Fortunately, the need arises often enough that a lot of RDBMS-backed applications will bundle their own database-migration tools, just as they do backup tools. MythTV, for example, includes backup and restoration scripts that can be used to migrate from one machine to another without a loss in service.

Other apps might not be so generous, in which case you should start by consulting your database’s documentation. MySQL has extensive online docs dedicated to migrating databases between machines. There is a good chance that your old a new desktop machines will use the same binary storage format (most PC architectures do), in which case the procedure is straightforward: you can copy the underlying .frm, .MYI, and .MYD files from one machine to another — provided that you copy the mysql database itself, and replicate the MySQL users to the new machine.

Of course, you’ll need to find the aforementioned MySQL binary files before you can copy them. If you need to locate yours, run grep datadir /etc/my.cnf. Even for very large databases, this direct copy method is faster than the old-fashioned migration process, in which you dump the database on the old machine, transfer the dump to the new machine, and import it into a new database. If you happen to use a weird, non-default storage engine, you will need to do a little extra digging, but for most users, the migration process is painless. Just be sure to run a few tests on the new machine before you erase the old one.

Sweeping Out The Corners

There are likely to be peculiarities on any system that won’t get caught by the general-purpose migration hints, but if you have the luxury to migrate to your new machine (or simply your new root partition and filesystem) while your old one is around, you can catch most of them within a few weeks’ time running the new system. That list might include locally-installed packages that did not include dropping any executables into /usr/local/bin/ and /usr/local/sbin/ (such as window manager or icon themes), Java applications that ended up in unusual directories, and programs that use peculiar locations to save their data and settings (such as /usr/share/ instead of /var/ — the fact that they shouldn’t doesn’t guarantee that they won’t).

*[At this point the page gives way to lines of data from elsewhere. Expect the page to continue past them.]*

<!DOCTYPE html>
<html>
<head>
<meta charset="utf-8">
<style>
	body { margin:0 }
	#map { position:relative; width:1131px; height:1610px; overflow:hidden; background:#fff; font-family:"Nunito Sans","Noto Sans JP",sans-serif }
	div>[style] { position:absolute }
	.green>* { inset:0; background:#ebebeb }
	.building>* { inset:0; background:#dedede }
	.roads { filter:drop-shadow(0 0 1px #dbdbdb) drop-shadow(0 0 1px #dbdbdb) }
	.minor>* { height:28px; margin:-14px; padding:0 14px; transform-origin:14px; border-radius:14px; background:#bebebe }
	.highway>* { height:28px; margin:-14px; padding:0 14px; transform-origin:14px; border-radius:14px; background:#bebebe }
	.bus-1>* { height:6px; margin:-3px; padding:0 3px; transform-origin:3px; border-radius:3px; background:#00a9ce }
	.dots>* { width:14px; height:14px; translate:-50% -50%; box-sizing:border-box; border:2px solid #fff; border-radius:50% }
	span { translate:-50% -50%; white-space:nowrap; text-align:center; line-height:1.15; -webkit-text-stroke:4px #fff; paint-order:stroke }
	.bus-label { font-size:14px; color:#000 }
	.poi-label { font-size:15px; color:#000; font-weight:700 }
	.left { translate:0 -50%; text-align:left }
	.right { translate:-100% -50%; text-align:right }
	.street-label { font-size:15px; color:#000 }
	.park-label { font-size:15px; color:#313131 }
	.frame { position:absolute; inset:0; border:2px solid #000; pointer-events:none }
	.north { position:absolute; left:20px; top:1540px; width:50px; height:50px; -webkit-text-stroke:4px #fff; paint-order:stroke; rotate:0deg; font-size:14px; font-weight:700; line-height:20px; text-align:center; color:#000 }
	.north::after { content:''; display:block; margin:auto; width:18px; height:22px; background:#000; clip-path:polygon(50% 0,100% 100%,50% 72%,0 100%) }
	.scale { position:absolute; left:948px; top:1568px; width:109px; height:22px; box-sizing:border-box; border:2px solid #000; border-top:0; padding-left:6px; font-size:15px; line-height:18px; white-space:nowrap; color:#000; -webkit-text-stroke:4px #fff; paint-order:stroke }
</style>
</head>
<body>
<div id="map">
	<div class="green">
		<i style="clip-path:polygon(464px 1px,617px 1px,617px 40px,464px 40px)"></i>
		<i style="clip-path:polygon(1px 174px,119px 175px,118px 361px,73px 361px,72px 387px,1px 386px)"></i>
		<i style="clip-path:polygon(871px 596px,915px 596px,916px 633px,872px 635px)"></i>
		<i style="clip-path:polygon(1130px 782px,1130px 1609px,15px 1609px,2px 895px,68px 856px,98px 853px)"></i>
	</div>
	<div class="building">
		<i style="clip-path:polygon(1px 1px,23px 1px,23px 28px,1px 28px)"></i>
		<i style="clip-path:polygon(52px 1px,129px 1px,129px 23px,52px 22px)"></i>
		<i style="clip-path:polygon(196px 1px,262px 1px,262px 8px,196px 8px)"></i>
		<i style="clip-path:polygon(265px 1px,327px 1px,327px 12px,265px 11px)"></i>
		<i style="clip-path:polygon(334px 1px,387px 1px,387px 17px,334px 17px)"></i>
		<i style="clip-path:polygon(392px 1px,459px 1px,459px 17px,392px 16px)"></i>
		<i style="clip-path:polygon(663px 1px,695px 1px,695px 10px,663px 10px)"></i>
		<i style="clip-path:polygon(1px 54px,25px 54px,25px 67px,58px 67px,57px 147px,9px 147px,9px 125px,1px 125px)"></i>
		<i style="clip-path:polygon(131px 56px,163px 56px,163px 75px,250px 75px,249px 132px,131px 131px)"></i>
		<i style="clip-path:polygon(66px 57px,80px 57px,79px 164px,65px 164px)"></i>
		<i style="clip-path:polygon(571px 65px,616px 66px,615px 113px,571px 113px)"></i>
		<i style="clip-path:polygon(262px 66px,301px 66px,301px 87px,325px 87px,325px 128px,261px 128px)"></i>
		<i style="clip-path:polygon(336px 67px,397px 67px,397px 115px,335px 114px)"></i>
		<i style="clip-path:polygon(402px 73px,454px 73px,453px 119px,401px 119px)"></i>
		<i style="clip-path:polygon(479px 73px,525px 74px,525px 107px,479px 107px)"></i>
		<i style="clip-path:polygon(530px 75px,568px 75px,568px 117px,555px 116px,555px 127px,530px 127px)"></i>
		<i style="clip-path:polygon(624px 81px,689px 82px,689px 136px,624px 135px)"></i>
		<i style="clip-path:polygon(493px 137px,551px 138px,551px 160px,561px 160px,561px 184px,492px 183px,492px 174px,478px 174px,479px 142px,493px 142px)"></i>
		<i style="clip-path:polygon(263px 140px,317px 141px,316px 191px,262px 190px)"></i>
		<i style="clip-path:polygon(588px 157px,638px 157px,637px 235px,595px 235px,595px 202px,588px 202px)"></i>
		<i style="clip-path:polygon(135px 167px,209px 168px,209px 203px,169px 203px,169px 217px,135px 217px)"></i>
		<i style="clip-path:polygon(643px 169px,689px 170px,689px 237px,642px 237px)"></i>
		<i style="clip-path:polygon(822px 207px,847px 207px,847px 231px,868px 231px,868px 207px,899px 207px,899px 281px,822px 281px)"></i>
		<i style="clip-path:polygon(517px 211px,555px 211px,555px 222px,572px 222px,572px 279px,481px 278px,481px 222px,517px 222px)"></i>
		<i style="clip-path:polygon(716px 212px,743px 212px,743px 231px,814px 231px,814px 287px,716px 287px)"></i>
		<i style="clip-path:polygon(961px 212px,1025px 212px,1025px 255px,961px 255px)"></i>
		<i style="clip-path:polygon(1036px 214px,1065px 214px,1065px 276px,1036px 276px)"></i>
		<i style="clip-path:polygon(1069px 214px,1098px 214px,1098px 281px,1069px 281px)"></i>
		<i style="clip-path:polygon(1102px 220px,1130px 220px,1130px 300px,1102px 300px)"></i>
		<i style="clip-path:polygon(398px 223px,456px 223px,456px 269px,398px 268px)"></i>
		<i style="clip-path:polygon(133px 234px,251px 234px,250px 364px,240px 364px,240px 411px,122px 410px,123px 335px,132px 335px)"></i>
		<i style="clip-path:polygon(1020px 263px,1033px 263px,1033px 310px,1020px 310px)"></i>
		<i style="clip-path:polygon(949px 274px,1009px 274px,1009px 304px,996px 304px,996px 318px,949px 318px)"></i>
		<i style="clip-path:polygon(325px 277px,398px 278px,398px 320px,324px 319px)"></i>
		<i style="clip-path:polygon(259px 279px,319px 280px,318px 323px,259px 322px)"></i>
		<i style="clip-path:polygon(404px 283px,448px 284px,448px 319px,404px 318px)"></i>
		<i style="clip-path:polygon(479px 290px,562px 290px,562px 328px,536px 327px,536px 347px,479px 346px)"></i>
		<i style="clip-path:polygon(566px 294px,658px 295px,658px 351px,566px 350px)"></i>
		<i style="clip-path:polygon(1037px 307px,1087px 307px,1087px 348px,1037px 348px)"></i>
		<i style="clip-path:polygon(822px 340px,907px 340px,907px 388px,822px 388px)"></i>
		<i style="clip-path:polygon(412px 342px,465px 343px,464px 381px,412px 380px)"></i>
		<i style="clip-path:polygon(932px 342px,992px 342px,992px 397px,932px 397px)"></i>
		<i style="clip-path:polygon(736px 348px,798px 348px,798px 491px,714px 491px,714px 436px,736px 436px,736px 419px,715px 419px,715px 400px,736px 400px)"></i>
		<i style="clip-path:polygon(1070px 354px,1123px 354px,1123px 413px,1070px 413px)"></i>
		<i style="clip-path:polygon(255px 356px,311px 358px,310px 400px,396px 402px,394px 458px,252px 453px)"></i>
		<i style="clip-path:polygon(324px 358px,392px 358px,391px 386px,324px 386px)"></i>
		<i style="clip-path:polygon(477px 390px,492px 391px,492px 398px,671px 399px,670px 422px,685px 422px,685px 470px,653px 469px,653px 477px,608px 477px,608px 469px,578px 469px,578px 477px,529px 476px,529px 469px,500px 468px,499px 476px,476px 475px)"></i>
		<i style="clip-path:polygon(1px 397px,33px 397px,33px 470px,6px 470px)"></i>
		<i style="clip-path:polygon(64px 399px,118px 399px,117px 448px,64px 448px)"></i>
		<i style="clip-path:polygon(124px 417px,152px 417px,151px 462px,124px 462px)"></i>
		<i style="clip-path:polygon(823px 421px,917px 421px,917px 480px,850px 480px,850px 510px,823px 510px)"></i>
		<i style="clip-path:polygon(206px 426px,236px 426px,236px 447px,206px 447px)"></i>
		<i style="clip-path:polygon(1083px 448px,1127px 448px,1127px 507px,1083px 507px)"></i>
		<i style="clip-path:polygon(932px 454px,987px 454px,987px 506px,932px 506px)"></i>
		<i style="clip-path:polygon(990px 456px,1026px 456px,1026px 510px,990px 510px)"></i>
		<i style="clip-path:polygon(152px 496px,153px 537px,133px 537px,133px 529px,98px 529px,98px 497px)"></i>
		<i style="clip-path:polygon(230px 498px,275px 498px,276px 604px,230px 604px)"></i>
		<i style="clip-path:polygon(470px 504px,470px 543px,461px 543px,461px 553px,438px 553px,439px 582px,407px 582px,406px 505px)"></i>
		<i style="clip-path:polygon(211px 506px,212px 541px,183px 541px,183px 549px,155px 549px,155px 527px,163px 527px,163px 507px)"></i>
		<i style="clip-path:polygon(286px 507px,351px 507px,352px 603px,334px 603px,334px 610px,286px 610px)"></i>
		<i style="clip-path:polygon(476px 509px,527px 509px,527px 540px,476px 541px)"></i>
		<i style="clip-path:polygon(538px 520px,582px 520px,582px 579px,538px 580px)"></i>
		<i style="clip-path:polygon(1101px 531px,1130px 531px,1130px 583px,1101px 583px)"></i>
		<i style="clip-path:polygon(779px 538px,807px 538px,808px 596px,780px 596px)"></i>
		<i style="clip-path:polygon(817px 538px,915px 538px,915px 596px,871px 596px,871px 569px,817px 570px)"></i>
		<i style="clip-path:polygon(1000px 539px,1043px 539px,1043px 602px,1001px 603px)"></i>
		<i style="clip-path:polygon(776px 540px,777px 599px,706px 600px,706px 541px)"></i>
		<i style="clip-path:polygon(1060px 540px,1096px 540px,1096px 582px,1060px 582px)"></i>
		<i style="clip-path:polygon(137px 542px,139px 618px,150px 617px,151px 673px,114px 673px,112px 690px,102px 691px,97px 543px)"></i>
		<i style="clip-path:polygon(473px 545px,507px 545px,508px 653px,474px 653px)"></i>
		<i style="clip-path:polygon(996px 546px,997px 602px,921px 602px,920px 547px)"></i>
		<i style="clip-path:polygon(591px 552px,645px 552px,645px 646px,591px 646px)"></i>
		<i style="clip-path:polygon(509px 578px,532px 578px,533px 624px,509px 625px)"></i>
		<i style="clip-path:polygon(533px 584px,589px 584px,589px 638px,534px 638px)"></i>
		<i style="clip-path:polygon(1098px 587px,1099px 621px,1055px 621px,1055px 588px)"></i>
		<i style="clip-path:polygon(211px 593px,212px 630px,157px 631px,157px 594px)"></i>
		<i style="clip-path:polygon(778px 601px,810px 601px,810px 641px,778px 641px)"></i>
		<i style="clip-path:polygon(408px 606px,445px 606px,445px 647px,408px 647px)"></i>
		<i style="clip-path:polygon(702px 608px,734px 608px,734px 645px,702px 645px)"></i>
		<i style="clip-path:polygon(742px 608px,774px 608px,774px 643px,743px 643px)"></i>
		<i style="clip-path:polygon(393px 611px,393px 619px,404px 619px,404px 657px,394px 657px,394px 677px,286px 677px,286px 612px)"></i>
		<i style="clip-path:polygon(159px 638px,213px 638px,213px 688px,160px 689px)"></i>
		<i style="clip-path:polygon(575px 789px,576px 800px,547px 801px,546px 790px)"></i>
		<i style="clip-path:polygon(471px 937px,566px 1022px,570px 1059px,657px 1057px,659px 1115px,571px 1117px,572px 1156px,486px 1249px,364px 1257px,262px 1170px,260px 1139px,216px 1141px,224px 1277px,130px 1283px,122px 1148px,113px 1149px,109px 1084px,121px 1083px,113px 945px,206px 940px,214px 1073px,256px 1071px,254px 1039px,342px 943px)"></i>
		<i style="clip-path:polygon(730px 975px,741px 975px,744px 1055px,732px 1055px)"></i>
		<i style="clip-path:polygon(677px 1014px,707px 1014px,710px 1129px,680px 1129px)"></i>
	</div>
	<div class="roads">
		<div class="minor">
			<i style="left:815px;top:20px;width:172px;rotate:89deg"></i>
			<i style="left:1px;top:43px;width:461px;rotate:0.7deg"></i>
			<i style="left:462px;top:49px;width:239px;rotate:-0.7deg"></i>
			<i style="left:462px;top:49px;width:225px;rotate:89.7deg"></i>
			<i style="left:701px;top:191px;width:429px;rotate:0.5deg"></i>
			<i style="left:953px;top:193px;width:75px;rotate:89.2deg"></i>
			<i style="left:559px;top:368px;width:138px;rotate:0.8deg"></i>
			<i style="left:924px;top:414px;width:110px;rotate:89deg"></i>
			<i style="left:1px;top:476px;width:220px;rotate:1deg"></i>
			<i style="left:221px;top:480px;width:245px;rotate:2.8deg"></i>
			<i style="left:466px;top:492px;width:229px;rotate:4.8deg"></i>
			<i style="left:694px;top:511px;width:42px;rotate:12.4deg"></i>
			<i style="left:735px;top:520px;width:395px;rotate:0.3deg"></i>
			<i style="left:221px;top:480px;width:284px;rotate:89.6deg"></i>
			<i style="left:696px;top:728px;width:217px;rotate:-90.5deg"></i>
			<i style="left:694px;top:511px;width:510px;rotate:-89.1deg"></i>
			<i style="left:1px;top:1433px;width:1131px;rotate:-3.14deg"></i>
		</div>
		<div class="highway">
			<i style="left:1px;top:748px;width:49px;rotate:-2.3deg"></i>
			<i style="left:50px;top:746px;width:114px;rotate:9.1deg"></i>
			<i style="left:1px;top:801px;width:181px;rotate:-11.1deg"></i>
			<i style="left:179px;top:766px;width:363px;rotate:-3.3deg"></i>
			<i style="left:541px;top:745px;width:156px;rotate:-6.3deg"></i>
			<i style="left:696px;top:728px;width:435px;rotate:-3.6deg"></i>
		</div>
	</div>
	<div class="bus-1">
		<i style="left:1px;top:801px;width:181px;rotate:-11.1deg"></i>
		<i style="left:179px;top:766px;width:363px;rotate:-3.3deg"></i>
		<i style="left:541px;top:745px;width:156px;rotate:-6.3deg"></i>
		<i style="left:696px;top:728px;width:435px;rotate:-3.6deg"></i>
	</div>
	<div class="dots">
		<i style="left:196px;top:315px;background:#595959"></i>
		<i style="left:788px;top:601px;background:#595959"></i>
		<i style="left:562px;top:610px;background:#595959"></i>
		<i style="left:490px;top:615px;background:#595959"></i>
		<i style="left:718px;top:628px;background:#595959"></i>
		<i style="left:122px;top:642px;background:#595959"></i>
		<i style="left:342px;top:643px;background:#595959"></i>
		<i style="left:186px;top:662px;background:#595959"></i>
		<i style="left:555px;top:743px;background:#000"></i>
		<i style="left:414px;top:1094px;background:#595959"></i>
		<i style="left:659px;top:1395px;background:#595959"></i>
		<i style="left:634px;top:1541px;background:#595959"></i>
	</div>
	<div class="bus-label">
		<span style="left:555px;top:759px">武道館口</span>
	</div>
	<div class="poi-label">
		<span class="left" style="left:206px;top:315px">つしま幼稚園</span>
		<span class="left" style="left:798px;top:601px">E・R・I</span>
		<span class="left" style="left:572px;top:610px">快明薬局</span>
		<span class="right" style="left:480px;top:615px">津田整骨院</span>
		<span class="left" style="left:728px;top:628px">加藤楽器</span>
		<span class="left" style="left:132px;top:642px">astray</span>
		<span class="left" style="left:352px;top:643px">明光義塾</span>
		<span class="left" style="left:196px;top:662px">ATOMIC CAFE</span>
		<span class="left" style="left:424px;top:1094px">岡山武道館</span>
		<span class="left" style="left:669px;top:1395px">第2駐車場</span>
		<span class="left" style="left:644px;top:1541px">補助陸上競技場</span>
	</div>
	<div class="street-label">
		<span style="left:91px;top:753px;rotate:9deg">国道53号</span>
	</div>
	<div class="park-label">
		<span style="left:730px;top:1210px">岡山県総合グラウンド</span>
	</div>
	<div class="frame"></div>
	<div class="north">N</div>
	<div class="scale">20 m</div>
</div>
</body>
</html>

Naturally, even after you manage to replicate the software environment and system configuration from your old machine onto your new one, you still have to move your personal files. I have been assuming thus far that this content is either stored in one location (within /home/), or else on other mount points that you know well enough to re-attach properly. But when your migration also happens at the same time as a system upgrade (as my example did), simply mounting the old /home/ on the new machine can introduce its own share of problems because of deprecated and upgraded settings in the desktop environment and applications.

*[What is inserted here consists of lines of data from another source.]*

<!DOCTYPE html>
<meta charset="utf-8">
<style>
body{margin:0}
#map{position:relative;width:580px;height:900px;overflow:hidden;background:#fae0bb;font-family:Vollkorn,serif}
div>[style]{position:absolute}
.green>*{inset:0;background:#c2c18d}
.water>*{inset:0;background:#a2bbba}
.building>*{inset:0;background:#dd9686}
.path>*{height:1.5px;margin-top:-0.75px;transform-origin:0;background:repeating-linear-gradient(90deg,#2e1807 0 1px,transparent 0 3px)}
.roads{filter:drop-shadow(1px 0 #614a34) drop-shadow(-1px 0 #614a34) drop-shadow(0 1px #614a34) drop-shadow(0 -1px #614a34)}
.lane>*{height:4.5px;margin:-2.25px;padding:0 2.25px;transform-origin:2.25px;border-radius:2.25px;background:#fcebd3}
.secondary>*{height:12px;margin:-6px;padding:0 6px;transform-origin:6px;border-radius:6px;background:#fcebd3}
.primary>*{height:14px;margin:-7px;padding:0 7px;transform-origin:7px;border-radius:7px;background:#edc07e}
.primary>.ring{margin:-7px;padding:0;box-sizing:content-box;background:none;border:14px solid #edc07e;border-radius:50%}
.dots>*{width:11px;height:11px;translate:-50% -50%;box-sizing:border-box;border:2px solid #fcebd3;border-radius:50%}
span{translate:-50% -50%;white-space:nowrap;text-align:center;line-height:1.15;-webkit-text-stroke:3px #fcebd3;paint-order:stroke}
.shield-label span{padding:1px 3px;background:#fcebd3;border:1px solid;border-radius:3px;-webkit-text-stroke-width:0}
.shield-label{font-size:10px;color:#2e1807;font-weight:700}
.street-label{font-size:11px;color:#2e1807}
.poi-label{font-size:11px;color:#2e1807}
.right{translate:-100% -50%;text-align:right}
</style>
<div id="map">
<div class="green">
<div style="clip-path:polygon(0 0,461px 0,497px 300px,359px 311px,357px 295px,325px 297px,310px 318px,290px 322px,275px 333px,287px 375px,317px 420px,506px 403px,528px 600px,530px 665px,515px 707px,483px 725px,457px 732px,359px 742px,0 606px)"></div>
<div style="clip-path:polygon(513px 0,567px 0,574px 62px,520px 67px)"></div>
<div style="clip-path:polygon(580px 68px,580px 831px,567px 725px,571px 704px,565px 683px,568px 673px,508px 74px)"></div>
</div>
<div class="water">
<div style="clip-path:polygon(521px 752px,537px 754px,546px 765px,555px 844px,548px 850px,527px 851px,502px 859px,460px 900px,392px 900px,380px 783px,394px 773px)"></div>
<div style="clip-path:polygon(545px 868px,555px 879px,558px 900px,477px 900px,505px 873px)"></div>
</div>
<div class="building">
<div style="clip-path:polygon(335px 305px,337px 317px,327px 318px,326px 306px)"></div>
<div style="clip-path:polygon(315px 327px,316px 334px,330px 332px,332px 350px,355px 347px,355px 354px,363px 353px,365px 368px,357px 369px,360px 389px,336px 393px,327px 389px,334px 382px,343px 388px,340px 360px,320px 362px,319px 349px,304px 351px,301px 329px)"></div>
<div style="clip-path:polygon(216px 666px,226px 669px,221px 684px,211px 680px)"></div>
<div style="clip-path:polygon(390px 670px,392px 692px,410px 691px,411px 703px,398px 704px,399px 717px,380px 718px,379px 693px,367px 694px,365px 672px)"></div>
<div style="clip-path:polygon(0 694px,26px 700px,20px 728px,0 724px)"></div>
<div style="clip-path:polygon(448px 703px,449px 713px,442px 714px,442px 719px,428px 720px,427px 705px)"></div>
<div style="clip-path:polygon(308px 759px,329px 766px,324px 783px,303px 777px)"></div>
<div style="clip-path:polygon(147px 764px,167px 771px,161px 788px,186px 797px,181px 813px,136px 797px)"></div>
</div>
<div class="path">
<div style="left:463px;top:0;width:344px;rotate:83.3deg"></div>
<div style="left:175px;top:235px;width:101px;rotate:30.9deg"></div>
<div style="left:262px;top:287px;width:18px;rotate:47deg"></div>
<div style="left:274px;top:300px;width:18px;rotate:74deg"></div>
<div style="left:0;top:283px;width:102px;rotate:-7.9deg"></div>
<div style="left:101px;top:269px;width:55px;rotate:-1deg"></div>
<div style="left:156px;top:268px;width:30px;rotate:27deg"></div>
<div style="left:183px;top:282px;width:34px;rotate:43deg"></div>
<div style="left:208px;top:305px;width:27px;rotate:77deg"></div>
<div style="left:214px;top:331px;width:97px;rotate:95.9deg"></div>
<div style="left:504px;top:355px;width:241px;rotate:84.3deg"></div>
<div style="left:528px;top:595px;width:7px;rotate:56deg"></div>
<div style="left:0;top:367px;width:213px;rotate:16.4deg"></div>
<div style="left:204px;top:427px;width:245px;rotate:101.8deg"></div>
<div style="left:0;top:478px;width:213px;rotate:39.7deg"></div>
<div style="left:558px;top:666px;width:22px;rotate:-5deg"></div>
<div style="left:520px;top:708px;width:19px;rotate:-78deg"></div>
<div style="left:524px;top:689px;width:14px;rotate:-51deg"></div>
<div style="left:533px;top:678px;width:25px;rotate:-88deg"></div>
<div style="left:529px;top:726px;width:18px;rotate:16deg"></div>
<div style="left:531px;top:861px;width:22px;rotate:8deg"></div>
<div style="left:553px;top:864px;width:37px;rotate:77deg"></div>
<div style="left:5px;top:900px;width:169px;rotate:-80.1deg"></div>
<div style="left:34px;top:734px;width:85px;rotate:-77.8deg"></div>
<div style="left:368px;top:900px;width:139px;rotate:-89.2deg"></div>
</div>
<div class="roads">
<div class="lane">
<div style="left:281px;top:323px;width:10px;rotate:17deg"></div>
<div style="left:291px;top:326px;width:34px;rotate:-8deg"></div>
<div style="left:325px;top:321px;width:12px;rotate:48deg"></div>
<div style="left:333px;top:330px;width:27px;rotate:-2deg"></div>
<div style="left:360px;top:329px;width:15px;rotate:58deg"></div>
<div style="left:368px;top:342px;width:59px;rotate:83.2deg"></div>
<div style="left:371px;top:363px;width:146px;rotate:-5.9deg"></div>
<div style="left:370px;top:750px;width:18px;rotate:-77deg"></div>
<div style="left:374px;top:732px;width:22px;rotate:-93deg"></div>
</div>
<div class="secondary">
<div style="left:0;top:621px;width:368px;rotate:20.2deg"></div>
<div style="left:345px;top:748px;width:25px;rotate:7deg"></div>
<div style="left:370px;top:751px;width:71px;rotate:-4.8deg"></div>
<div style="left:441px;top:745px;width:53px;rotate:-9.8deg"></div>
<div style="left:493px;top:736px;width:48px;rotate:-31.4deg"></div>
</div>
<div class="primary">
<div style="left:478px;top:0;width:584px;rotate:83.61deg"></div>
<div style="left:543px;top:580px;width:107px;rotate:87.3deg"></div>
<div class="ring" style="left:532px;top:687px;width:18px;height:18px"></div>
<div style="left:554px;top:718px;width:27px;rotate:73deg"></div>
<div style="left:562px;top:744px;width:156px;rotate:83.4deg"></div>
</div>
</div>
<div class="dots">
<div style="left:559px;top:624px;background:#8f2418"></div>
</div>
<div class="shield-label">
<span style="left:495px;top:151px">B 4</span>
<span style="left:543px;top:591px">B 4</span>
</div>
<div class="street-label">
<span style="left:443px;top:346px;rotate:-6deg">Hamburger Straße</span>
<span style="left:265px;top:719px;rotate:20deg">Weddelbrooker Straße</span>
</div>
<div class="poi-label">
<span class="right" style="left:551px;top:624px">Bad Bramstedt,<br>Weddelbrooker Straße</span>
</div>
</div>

Consequently, it may be better to rename old configuration folders like .gconfd and .kde4 and use them only as reference when tweaking the new environment. The good news is that older apps and lower-level utilities are more stable than the desktop environments and far less likely to introduce API changes. So dependable favorites like .bashrc, .vimrc, .emacs.d/, and .ssh/ are liable to sail through any upgrade process, no matter how prickly, and be waiting for you on the other side.